I want to run tophat using the -G option:
"Supply TopHat with a set of gene model annotations and/or known transcripts, as a GTF 2.2 or GFF3 formatted file. If this option is provided, TopHat will first extract the transcript sequences and use Bowtie to align reads to this virtual transcriptome first."
This sounds great.
According to this GTF 2.2 spec - http://mblab.wustl.edu/GTF22.html - a GTF file can use exon or 3UTR or 5UTR features to represent exons. It also includes stuff about start_codon and CDS features. There are also gene and transcript id name-value pairs in the extra features field.
I don't think tophat cares about translations, so I'm guessing it can work just fine if I give it GTF with exon features only. Probably it doesn't need the "gene" extra feature attribute either.

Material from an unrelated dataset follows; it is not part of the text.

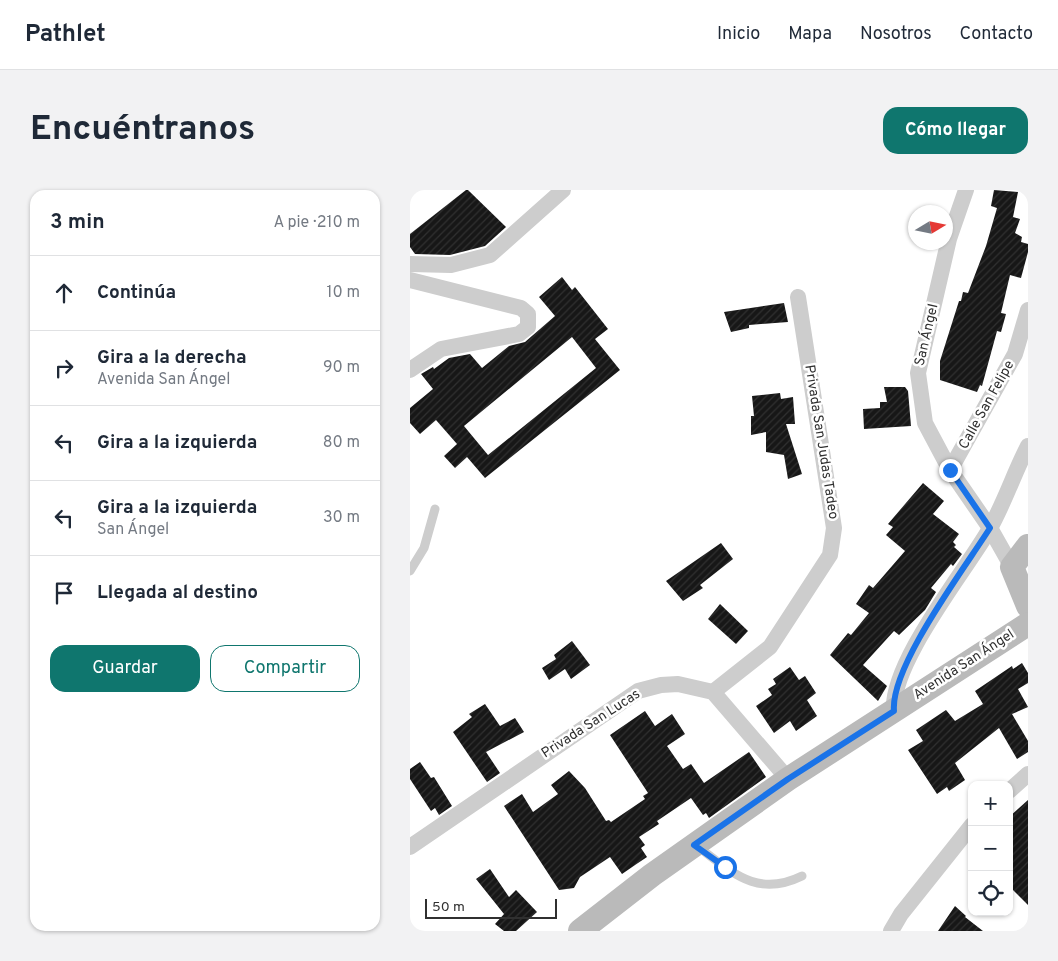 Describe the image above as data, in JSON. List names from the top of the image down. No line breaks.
{"streets":{"main road":["San Ángel","Avenida San Ángel"],"street":["Calle San Felipe","Privada San Judas Tadeo","Privada San Lucas"]},"crossings":[["San Ángel","Calle San Felipe"],["Privada San Judas Tadeo","Privada San Lucas"]],"scale_bar":"50 m","north":"right","page":{"header":"Pathlet","nav":["Inicio","Mapa","Nosotros","Contacto"],"buttons":["Cómo llegar",["Guardar","Compartir"]],"title":"Encuéntranos","heading":["3 min","A pie · 210 m"],"list":[["Continúa","10 m"],["Gira a la derecha","Avenida San Ángel","90 m"],["Gira a la izquierda","80 m"],["Gira a la izquierda","San Ángel","30 m"],"Llegada al destino"],"map_buttons":["+","−"],"scale":"50 m"}}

Does anyone know the minimal data tophat needs to align reads onto a virtual transcriptome?
Would this work?
chr1 BLAH exon 150 200 . + . transcript_id "X"; chr1 BLAH exon 300 401 . + . transcript_id "X"; chr1 BLAH exon 501 650 . + . transcript_id "X"; chr1 BLAH exon 700 800 . + . transcript_id "X"; chr1 BLAH exon 900 1000 . + . transcript_id "X";
Also, how would I test this?
Does the tophat code contain unit tests I could use to make sure a given GTF file is correctly read?